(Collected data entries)

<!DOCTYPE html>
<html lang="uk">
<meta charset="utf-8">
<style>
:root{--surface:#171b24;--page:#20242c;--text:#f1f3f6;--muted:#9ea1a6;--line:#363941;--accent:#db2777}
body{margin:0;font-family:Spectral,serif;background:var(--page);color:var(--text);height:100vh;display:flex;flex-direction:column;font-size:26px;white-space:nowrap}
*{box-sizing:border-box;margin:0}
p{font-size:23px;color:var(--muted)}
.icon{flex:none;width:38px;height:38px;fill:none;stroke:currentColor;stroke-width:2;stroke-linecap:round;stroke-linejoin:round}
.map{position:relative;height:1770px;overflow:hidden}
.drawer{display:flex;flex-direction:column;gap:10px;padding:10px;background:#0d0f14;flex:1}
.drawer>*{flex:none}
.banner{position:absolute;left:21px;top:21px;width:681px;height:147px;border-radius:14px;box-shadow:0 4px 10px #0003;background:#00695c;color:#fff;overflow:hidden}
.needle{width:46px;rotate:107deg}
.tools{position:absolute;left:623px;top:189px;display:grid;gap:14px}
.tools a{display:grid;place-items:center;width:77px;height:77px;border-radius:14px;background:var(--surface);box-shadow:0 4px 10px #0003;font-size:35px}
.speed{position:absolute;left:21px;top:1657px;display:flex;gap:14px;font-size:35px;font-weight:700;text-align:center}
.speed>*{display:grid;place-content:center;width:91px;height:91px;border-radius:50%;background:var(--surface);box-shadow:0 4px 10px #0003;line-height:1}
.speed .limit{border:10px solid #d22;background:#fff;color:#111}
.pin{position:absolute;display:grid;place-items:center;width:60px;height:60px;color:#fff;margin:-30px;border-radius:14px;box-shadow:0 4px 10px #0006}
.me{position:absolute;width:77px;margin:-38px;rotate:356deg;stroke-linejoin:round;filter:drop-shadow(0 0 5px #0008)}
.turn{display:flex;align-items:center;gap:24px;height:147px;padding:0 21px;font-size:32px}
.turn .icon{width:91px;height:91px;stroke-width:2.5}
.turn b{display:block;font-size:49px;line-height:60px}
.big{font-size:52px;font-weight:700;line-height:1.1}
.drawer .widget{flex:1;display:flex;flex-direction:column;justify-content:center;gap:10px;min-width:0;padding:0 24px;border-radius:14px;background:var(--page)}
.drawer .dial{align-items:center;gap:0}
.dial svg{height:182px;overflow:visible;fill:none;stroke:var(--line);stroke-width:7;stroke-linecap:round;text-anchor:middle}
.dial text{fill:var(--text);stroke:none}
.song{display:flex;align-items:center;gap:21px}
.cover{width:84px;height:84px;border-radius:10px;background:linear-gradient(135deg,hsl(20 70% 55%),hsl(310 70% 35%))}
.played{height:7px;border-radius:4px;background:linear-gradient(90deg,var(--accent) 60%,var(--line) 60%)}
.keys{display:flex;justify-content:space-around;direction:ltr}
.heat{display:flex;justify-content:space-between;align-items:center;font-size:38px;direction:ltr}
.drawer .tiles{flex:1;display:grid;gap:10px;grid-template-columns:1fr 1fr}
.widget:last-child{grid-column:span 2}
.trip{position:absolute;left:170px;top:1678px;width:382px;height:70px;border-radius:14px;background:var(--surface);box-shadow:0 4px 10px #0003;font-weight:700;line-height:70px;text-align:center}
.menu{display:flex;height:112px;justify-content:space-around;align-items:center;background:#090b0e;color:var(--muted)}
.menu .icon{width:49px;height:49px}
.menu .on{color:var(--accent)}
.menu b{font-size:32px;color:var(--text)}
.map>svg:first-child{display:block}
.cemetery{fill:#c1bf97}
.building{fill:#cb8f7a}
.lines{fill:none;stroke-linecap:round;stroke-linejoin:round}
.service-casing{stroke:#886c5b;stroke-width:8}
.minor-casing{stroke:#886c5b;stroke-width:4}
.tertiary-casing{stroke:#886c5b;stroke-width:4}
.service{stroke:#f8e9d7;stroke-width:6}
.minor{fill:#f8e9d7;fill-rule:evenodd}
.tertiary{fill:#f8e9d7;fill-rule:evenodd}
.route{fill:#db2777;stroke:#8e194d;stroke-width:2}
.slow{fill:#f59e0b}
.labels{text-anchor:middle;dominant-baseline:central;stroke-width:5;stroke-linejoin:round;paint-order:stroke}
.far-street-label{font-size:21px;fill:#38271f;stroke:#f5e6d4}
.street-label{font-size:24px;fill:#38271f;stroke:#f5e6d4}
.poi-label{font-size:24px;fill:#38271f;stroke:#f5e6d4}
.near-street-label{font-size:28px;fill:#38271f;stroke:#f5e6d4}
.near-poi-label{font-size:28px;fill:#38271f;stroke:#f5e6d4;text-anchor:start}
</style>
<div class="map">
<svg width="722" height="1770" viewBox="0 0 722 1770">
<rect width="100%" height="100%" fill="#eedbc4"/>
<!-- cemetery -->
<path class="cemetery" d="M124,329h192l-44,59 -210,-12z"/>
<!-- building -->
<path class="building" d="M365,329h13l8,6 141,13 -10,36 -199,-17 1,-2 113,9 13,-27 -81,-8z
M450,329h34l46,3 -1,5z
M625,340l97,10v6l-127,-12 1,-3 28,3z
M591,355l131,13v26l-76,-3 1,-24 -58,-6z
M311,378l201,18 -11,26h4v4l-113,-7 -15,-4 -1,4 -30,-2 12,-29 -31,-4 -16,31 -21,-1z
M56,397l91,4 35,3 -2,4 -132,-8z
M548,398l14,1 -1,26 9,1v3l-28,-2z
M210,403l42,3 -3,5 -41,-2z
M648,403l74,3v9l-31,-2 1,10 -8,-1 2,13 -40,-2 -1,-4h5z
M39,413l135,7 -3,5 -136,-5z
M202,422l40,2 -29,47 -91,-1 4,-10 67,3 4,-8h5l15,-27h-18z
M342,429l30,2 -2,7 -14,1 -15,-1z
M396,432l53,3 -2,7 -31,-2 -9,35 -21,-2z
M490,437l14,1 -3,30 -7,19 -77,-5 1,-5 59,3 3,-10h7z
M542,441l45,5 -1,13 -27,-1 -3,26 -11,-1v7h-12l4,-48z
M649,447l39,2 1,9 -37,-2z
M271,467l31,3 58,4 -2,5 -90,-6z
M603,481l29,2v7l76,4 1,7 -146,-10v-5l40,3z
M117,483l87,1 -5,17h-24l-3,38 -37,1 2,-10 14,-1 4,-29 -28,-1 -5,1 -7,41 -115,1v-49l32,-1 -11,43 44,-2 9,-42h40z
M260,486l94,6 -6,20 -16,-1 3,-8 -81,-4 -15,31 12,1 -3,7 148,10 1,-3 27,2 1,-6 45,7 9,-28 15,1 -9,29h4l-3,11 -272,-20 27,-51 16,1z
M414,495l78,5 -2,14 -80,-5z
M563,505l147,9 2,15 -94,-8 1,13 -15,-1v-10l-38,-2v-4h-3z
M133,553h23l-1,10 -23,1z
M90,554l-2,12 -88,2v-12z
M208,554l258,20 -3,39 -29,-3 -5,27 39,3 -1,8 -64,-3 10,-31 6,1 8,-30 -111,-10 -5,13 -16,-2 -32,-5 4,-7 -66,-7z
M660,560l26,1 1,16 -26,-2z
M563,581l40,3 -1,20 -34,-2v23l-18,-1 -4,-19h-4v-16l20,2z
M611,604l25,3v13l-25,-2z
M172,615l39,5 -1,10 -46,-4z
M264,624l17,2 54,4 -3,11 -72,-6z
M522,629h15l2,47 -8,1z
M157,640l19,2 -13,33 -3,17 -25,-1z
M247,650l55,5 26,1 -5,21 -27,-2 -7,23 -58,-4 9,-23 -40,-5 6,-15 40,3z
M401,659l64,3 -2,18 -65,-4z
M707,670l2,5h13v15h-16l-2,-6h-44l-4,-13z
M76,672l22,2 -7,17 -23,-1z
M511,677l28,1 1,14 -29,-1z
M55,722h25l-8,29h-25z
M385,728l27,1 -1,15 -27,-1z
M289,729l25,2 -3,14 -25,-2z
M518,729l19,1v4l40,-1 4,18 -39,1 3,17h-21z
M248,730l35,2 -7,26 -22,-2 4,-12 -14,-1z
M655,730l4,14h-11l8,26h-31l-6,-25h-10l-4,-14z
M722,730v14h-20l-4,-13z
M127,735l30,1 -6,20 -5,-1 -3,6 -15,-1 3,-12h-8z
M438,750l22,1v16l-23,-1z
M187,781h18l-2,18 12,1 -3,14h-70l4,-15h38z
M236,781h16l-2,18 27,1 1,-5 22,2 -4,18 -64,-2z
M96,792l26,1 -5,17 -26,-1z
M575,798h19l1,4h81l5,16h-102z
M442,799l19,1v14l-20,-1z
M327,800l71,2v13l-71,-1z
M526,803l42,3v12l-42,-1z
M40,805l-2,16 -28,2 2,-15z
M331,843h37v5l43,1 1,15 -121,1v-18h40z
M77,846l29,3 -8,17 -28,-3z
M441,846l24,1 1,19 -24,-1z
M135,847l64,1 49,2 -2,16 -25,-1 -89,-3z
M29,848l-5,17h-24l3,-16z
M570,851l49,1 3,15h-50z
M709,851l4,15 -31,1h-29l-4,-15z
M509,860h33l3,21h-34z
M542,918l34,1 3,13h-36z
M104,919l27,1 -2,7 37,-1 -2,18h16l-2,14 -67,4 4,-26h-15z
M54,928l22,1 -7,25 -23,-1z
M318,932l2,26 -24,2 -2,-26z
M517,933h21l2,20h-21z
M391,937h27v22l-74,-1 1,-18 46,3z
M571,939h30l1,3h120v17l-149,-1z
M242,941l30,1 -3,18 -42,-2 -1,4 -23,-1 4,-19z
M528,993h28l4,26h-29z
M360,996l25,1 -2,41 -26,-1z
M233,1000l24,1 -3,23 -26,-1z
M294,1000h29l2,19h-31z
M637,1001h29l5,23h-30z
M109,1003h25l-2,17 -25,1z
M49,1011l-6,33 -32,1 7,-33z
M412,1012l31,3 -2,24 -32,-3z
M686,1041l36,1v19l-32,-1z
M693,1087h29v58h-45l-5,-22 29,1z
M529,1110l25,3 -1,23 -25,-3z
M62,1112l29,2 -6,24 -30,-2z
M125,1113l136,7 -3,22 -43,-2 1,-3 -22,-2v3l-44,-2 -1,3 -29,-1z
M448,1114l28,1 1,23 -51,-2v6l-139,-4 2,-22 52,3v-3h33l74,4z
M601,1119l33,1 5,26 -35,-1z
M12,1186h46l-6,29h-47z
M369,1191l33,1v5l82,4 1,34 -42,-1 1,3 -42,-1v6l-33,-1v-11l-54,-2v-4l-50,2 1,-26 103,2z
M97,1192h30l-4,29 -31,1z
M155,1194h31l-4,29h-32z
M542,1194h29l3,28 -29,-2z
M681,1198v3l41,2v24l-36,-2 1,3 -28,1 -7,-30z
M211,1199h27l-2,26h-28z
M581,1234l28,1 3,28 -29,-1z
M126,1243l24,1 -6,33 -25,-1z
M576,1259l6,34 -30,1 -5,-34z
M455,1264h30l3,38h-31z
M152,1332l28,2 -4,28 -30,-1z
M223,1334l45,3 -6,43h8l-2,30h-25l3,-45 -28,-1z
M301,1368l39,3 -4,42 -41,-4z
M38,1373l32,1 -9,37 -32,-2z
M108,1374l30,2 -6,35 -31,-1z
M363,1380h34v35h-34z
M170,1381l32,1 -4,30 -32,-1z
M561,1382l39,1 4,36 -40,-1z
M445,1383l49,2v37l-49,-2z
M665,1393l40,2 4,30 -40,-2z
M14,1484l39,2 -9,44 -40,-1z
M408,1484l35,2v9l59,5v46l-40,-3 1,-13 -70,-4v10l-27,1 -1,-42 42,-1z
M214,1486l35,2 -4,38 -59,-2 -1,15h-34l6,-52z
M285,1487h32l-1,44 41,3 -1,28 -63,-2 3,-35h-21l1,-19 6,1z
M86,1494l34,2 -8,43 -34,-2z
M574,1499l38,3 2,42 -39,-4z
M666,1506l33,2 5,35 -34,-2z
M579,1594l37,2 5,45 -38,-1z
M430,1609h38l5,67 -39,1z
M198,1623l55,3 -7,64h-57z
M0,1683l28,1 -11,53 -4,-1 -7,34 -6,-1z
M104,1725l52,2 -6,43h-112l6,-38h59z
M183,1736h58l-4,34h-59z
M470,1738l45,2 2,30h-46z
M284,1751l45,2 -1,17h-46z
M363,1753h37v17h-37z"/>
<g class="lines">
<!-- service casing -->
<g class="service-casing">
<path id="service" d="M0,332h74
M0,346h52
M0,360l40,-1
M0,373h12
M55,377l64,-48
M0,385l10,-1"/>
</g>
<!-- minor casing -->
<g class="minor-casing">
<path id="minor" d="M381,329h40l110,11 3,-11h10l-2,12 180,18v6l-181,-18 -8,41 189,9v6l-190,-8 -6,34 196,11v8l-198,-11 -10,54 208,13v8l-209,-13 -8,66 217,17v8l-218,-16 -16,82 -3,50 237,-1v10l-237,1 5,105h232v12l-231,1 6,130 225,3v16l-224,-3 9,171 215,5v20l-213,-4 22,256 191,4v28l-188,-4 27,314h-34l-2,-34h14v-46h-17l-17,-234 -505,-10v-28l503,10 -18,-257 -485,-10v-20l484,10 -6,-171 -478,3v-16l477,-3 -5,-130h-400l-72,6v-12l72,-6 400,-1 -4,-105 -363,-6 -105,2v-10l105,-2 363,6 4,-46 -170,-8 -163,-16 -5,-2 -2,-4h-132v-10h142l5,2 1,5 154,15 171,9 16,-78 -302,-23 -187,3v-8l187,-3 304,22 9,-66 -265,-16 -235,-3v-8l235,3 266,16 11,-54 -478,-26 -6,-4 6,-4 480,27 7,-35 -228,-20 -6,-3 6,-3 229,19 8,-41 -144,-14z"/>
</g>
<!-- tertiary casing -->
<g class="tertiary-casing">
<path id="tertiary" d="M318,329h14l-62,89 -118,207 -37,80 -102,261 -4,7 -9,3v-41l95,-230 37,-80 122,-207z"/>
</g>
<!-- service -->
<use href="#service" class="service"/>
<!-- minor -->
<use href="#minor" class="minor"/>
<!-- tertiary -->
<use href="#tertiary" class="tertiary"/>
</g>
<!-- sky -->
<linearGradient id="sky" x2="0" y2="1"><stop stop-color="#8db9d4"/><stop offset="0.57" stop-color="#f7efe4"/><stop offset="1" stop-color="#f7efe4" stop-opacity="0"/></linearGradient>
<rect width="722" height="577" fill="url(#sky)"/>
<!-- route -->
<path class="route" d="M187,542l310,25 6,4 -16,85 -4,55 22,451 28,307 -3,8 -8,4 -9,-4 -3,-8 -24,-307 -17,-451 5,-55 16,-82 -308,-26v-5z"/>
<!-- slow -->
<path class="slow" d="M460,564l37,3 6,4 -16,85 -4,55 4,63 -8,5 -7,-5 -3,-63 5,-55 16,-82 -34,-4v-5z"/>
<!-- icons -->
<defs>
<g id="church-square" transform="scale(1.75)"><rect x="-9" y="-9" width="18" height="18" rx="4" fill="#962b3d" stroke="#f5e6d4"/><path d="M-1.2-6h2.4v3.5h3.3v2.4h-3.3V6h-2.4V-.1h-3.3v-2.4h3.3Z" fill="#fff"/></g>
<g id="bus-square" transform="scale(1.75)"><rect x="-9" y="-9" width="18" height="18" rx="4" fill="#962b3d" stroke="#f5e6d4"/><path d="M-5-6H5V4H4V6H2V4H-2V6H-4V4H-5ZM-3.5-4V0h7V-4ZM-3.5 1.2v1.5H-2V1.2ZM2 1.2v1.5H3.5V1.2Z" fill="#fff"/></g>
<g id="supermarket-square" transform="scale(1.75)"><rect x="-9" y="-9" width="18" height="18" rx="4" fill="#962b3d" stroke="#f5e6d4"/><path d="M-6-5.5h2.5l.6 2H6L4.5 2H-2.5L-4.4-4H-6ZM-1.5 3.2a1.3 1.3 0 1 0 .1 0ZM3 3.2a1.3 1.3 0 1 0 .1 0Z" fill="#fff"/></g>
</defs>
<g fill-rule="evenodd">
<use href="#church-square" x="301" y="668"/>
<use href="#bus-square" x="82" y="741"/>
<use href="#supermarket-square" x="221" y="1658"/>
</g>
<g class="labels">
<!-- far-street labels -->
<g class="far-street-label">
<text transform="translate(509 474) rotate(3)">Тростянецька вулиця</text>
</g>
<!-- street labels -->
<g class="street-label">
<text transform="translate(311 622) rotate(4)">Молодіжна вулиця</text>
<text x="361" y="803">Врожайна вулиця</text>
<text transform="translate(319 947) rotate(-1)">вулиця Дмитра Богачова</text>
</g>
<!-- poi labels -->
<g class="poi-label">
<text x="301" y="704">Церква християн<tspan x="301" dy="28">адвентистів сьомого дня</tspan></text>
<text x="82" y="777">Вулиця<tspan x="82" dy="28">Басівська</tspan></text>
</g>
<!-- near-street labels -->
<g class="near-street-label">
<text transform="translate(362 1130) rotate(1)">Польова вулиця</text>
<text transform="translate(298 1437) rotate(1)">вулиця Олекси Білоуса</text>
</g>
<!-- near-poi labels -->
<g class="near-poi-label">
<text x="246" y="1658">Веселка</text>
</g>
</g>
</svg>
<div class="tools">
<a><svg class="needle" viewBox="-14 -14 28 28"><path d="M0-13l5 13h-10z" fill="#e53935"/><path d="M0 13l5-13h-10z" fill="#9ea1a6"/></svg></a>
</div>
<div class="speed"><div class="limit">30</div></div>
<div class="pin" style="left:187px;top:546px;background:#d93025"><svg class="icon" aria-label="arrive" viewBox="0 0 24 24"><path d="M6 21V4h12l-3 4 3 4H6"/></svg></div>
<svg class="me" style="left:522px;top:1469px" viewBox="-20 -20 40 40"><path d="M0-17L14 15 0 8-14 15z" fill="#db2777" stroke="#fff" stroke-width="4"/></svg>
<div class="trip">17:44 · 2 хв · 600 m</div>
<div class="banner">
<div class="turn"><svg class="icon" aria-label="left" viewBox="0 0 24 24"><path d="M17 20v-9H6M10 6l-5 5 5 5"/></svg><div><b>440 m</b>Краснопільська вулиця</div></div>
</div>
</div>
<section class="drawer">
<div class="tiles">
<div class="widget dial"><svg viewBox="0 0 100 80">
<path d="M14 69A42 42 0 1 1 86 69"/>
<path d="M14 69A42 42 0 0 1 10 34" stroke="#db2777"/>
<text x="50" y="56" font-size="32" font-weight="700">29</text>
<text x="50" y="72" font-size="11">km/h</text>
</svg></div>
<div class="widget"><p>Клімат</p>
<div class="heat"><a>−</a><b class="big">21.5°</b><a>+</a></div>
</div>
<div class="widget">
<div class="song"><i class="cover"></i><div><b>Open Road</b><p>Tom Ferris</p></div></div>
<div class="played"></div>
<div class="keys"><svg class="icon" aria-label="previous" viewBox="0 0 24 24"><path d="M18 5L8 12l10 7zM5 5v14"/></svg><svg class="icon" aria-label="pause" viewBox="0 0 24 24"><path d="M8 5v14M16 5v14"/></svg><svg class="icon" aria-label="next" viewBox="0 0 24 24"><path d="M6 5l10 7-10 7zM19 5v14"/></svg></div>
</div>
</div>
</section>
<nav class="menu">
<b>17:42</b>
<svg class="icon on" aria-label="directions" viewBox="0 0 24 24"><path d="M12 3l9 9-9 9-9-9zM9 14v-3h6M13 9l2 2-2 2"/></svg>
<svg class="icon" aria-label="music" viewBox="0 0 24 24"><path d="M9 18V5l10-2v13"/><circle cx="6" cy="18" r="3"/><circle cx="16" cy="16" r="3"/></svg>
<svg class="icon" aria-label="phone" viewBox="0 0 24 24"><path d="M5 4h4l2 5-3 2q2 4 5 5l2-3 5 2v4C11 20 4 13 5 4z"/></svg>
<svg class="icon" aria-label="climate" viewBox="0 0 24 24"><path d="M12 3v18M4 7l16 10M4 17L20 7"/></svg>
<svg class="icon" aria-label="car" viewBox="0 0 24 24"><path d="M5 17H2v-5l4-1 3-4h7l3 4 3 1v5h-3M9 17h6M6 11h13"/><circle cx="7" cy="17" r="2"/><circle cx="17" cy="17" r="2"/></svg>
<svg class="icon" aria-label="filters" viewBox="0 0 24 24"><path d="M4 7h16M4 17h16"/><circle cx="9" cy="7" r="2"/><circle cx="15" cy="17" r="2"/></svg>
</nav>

• Exercise details: Copy the entries above exactly, but only from the line holding "M603,481l29,2v7l76,4 1,7 -146,-10v-5l40,3z" through the line holding "M294,1000h29l2,19h-31z", both included.

• Answer to the problem:
M603,481l29,2v7l76,4 1,7 -146,-10v-5l40,3z
M117,483l87,1 -5,17h-24l-3,38 -37,1 2,-10 14,-1 4,-29 -28,-1 -5,1 -7,41 -115,1v-49l32,-1 -11,43 44,-2 9,-42h40z
M260,486l94,6 -6,20 -16,-1 3,-8 -81,-4 -15,31 12,1 -3,7 148,10 1,-3 27,2 1,-6 45,7 9,-28 15,1 -9,29h4l-3,11 -272,-20 27,-51 16,1z
M414,495l78,5 -2,14 -80,-5z
M563,505l147,9 2,15 -94,-8 1,13 -15,-1v-10l-38,-2v-4h-3z
M133,553h23l-1,10 -23,1z
M90,554l-2,12 -88,2v-12z
M208,554l258,20 -3,39 -29,-3 -5,27 39,3 -1,8 -64,-3 10,-31 6,1 8,-30 -111,-10 -5,13 -16,-2 -32,-5 4,-7 -66,-7z
M660,560l26,1 1,16 -26,-2z
M563,581l40,3 -1,20 -34,-2v23l-18,-1 -4,-19h-4v-16l20,2z
M611,604l25,3v13l-25,-2z
M172,615l39,5 -1,10 -46,-4z
M264,624l17,2 54,4 -3,11 -72,-6z
M522,629h15l2,47 -8,1z
M157,640l19,2 -13,33 -3,17 -25,-1z
M247,650l55,5 26,1 -5,21 -27,-2 -7,23 -58,-4 9,-23 -40,-5 6,-15 40,3z
M401,659l64,3 -2,18 -65,-4z
M707,670l2,5h13v15h-16l-2,-6h-44l-4,-13z
M76,672l22,2 -7,17 -23,-1z
M511,677l28,1 1,14 -29,-1z
M55,722h25l-8,29h-25z
M385,728l27,1 -1,15 -27,-1z
M289,729l25,2 -3,14 -25,-2z
M518,729l19,1v4l40,-1 4,18 -39,1 3,17h-21z
M248,730l35,2 -7,26 -22,-2 4,-12 -14,-1z
M655,730l4,14h-11l8,26h-31l-6,-25h-10l-4,-14z
M722,730v14h-20l-4,-13z
M127,735l30,1 -6,20 -5,-1 -3,6 -15,-1 3,-12h-8z
M438,750l22,1v16l-23,-1z
M187,781h18l-2,18 12,1 -3,14h-70l4,-15h38z
M236,781h16l-2,18 27,1 1,-5 22,2 -4,18 -64,-2z
M96,792l26,1 -5,17 -26,-1z
M575,798h19l1,4h81l5,16h-102z
M442,799l19,1v14l-20,-1z
M327,800l71,2v13l-71,-1z
M526,803l42,3v12l-42,-1z
M40,805l-2,16 -28,2 2,-15z
M331,843h37v5l43,1 1,15 -121,1v-18h40z
M77,846l29,3 -8,17 -28,-3z
M441,846l24,1 1,19 -24,-1z
M135,847l64,1 49,2 -2,16 -25,-1 -89,-3z
M29,848l-5,17h-24l3,-16z
M570,851l49,1 3,15h-50z
M709,851l4,15 -31,1h-29l-4,-15z
M509,860h33l3,21h-34z
M542,918l34,1 3,13h-36z
M104,919l27,1 -2,7 37,-1 -2,18h16l-2,14 -67,4 4,-26h-15z
M54,928l22,1 -7,25 -23,-1z
M318,932l2,26 -24,2 -2,-26z
M517,933h21l2,20h-21z
M391,937h27v22l-74,-1 1,-18 46,3z
M571,939h30l1,3h120v17l-149,-1z
M242,941l30,1 -3,18 -42,-2 -1,4 -23,-1 4,-19z
M528,993h28l4,26h-29z
M360,996l25,1 -2,41 -26,-1z
M233,1000l24,1 -3,23 -26,-1z
M294,1000h29l2,19h-31z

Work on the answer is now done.